Agree that we should simplify the code by assuming that we will always run with two NAT from now on.
If you can share any tests that were on this piece of code previously then we can think about how to update them.
Thanks for looking into this @slwu89.
The changes look great for the efficacy functions. In the original code calculate_nat() function used to return the values on the log scale. This function is implemented in other processes but all seem related to the efficacy functions (https://github.com/search?q=repo%3Amrc-ide%2Fsafir+make_calculate_nat&type=code), so the change to linear scale should work well.
Thanks @azraghani and @dolivera23! I'll have a chance to look at the C++ hopefully today or tomorrow.
Tests for efficacy functions are included here https://github.com/mrc-ide/safir/blob/main/tests/testthat/test-efficacy-naturalimmunity.R and here https://github.com/mrc-ide/safir/blob/main/tests/testthat/test-efficacy-vaccination.R
Hi @dolivera23 and @azraghani, I've updated the C++ code to match functionality of the R code and re-implement tests for both them. Note that strictly speaking, the new vp_on
feature is "untested", although the functionality is now there. Please check the commit https://github.com/mrc-ide/safir/pull/82/commits/73ad015a80b691b2459ffe78b0f197e89b085d8e to see the necessary changes that were made (relevant ones to files in R/ and src/).
Also note that I modified the make_vaccine_parameters
function in R/parameters_vaccine.R; the R code as written seemed to assume parameters$vp_time
was a vector of length equal to number of timesteps but the parameter was just a single numeric value. I updated the function to correctly set it to a vector.
Patch coverage is 97.84%
of modified lines.
:exclamation: Current head 18c4e9a differs from pull request most recent head fd1a02a. Consider uploading reports for the commit fd1a02a to get more accurate results
Files Changed | Coverage |
---|---|
R/efficacy_nat.R | 95.45% |
src/efficacy_nat.cpp | 98.50% |
R/distribution_vaccines.R | 100.00% |
R/events_exposure_vaccine.R | 100.00% |
R/parameters_vaccine.R | 100.00% |
R/process_infection_vaccine.R | 100.00% |
src/process_infection_vaccine.cpp | 100.00% |
:loudspeaker: Thoughts on this report? Let us know!.

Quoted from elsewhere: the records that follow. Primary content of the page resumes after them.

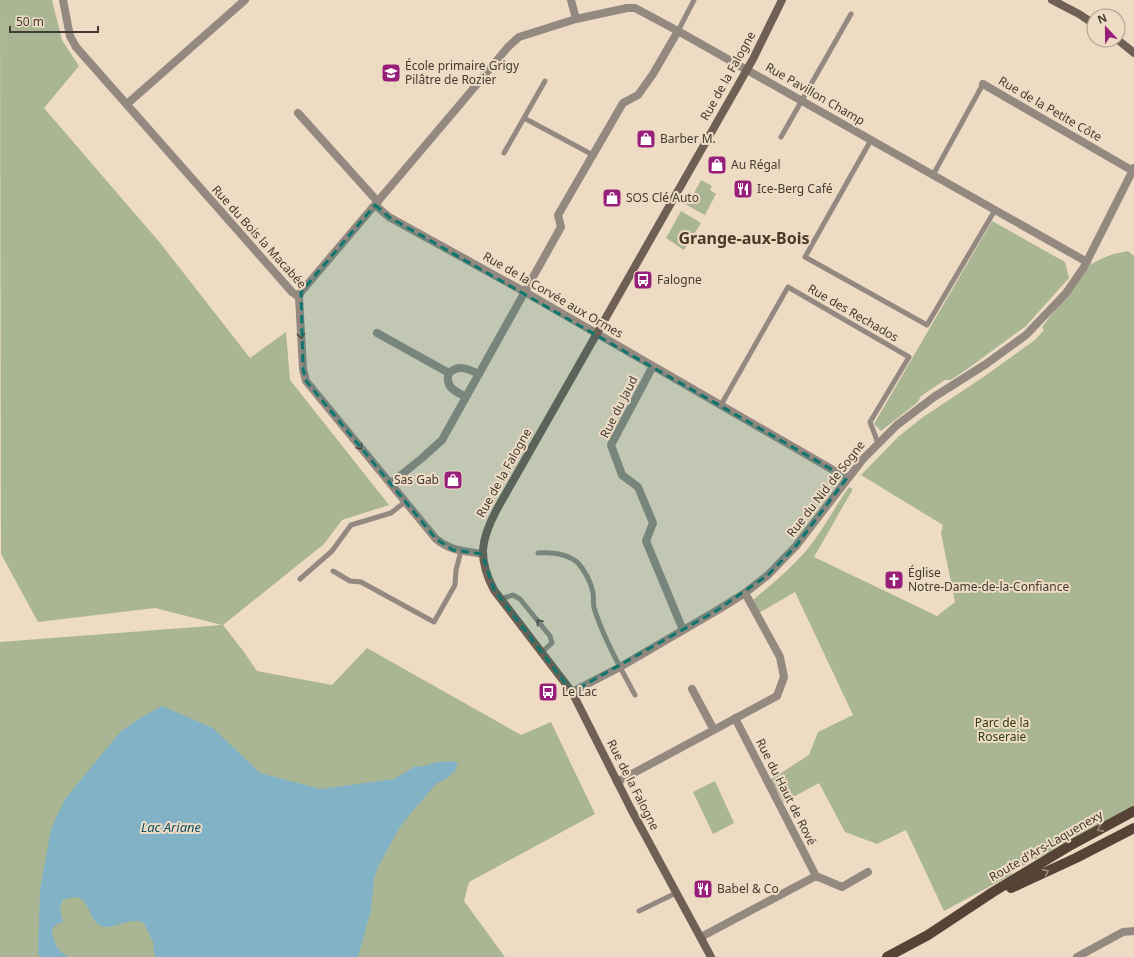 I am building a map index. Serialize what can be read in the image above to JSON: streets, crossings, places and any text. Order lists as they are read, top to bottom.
{
  "streets": {
    "main road": ["Route d'Ars-Laquenexy"],
    "street": [
      "Rue de la Falogne",
      "Rue Pavillon Champ",
      "Rue de la Petite Côte",
      "Rue du Bois la Macabée",
      "Rue de la Corvée aux Ormes",
      "Rue du Jaud",
      "Rue du Nid de Sogne",
      "Rue du Haut de Rové"
    ],
    "lane": ["Rue des Rechados"]
  },
  "crossings": [
    ["Rue de la Falogne", "Rue Pavillon Champ"],
    ["Rue de la Falogne", "Rue du Bois la Macabée"],
    ["Rue de la Falogne", "Rue de la Corvée aux Ormes"],
    ["Rue de la Falogne", "Rue du Nid de Sogne"],
    ["Rue Pavillon Champ", "Rue de la Petite Côte"],
    ["Rue Pavillon Champ", "Rue du Bois la Macabée"],
    ["Rue Pavillon Champ", "Rue de la Corvée aux Ormes"],
    ["Rue Pavillon Champ", "Rue du Nid de Sogne"],
    ["Rue de la Petite Côte", "Rue du Nid de Sogne"],
    ["Rue de la Corvée aux Ormes", "Rue des Rechados"],
    ["Rue de la Corvée aux Ormes", "Rue du Jaud"],
    ["Rue de la Corvée aux Ormes", "Rue du Nid de Sogne"],
    ["Rue des Rechados", "Rue du Nid de Sogne"],
    ["Rue du Jaud", "Rue du Nid de Sogne"]
  ],
  "districts": ["Grange-aux-Bois"],
  "water": ["Lac Ariane"],
  "parks": ["Parc de la Roseraie"],
  "places": {
    "school or university": ["École primaire Grigy Pilâtre de Rozier"],
    "shop": [
      "Barber M.",
      "Au Régal",
      "SOS Clé Auto",
      "Sas Gab"
    ],
    "restaurant": ["Ice-Berg Café", "Babel & Co"],
    "bus stop": ["Falogne", "Le Lac"],
    "church": ["Église Notre-Dame-de-la-Confiance"]
  },
  "scale_bar": "50 m",
  "north": "top"
} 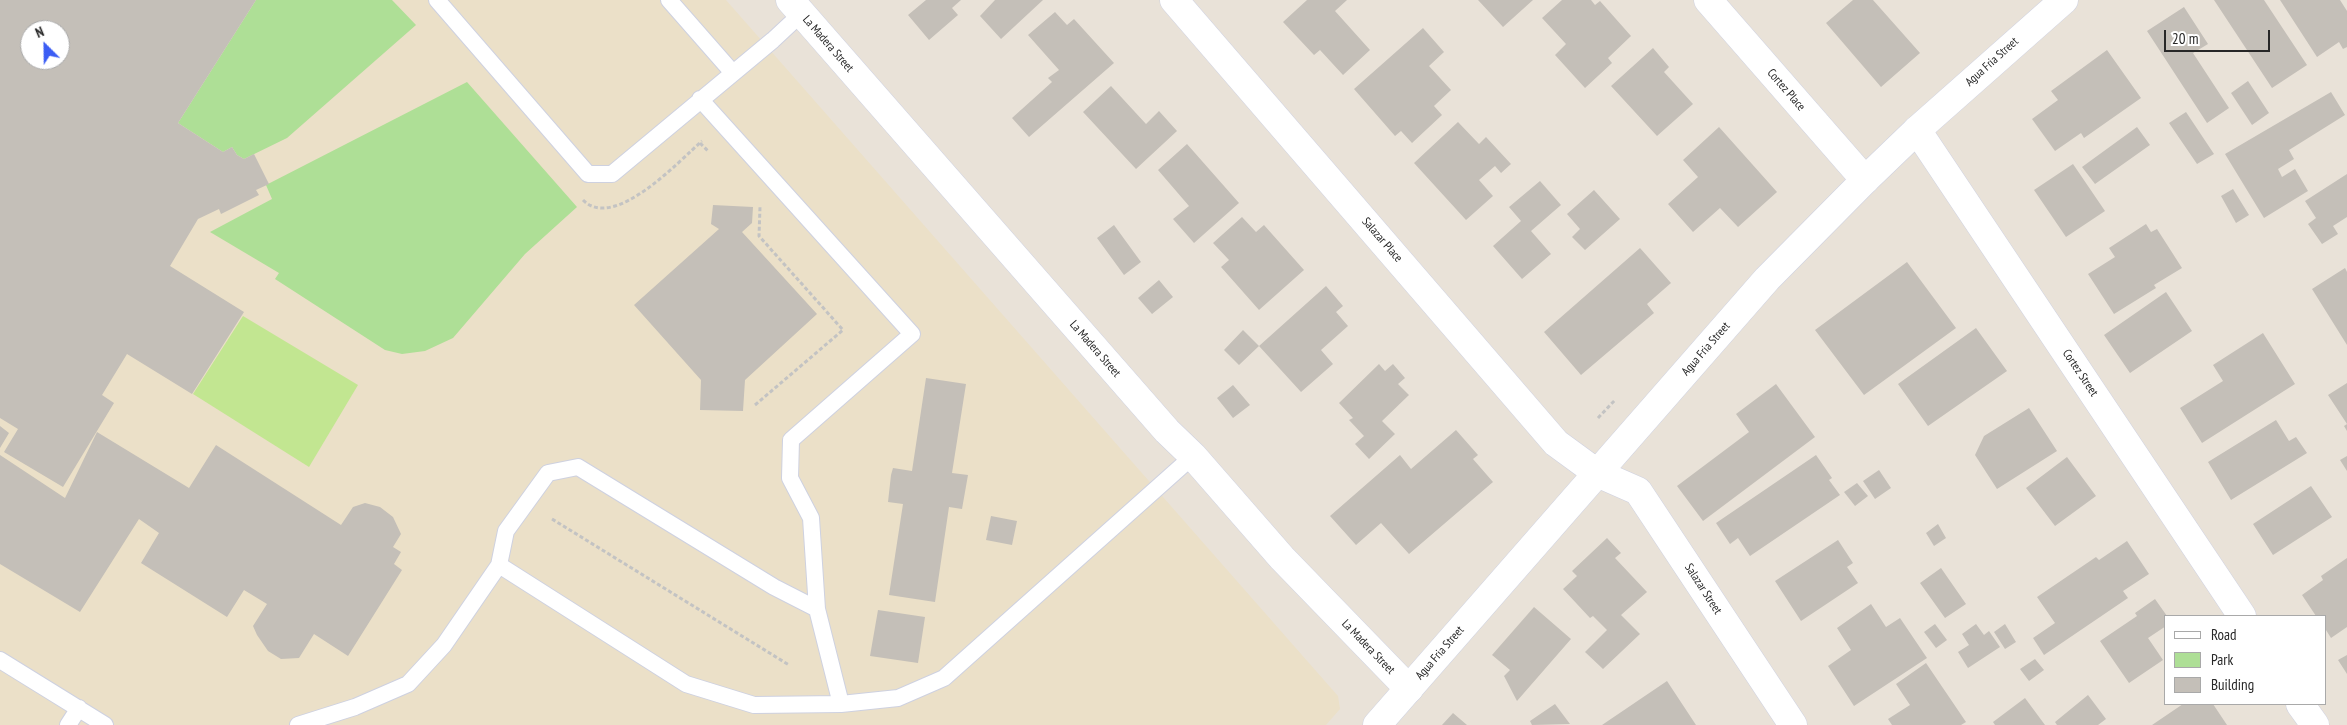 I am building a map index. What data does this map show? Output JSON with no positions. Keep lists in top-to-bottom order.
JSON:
{
  "streets": {
    "street": [
      "La Madera Street",
      "Agua Fria Street",
      "Cortez Place",
      "Salazar Place",
      "Cortez Street",
      "Salazar Street"
    ]
  },
  "crossings": [
    ["La Madera Street", "Agua Fria Street"],
    ["Agua Fria Street", "Cortez Place"],
    ["Agua Fria Street", "Salazar Place"],
    ["Agua Fria Street", "Cortez Street"],
    ["Agua Fria Street", "Salazar Street"],
    ["Salazar Place", "Salazar Street"]
  ],
  "legend": ["Road", "Park", "Building"],
  "scale_bar": "20 m",
  "north": "top left"
} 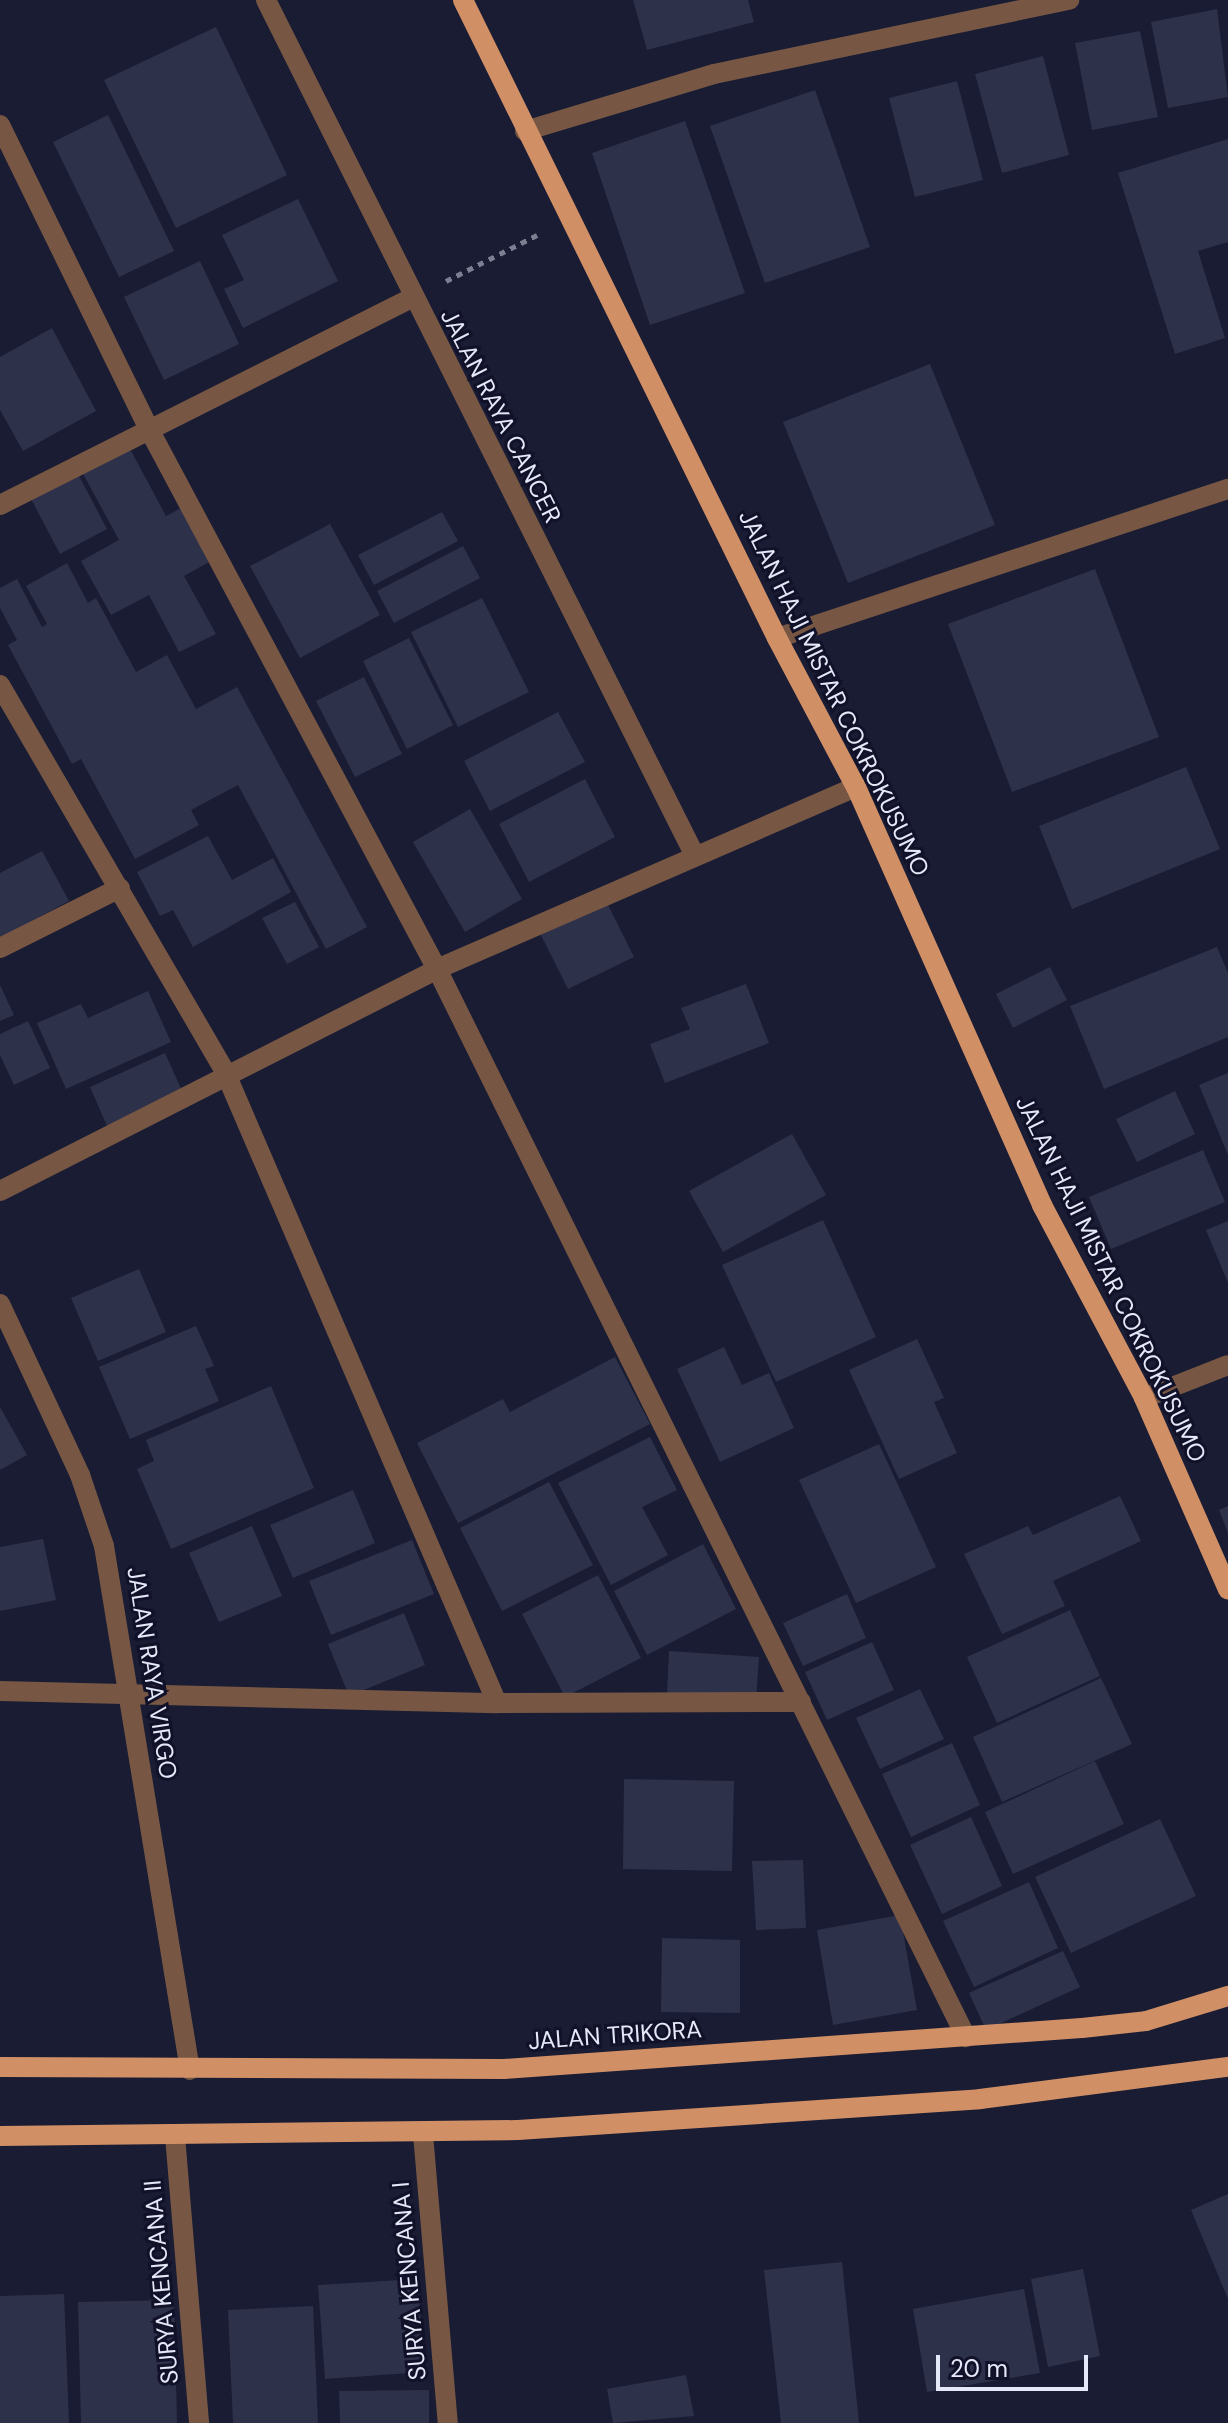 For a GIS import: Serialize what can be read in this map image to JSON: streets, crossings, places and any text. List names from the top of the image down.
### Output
{
  "streets": {
    "main road": ["JALAN HAJI MISTAR COKROKUSUMO", "JALAN TRIKORA"],
    "street": [
      "JALAN RAYA CANCER",
      "JALAN RAYA VIRGO",
      "SURYA KENCANA I",
      "SURYA KENCANA II"
    ]
  },
  "crossings": [
    ["JALAN RAYA VIRGO", "JALAN TRIKORA"]
  ],
  "scale_bar": "20 m"
}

@slwu89 Thanks for making these changes! The code changes all make sense; we'll run some local tests to ensure this is doing what we expect.
Great! Just tag me if anything strange comes up.
@azraghani did the local tests look ok? If they are looking reasonable I'd be keen to merge this PR into main so it's easier to make further changes to it later on in smaller chunks of work.
Hi @slwu89,
We are still conducting the local tests, will update you later this week, once we are sure it is safe to merge this branch into the main one
Ok!
Hi @slwu89,
Firstly, thanks again for all the work getting these changes in and sorry for not having time previously to help write these in.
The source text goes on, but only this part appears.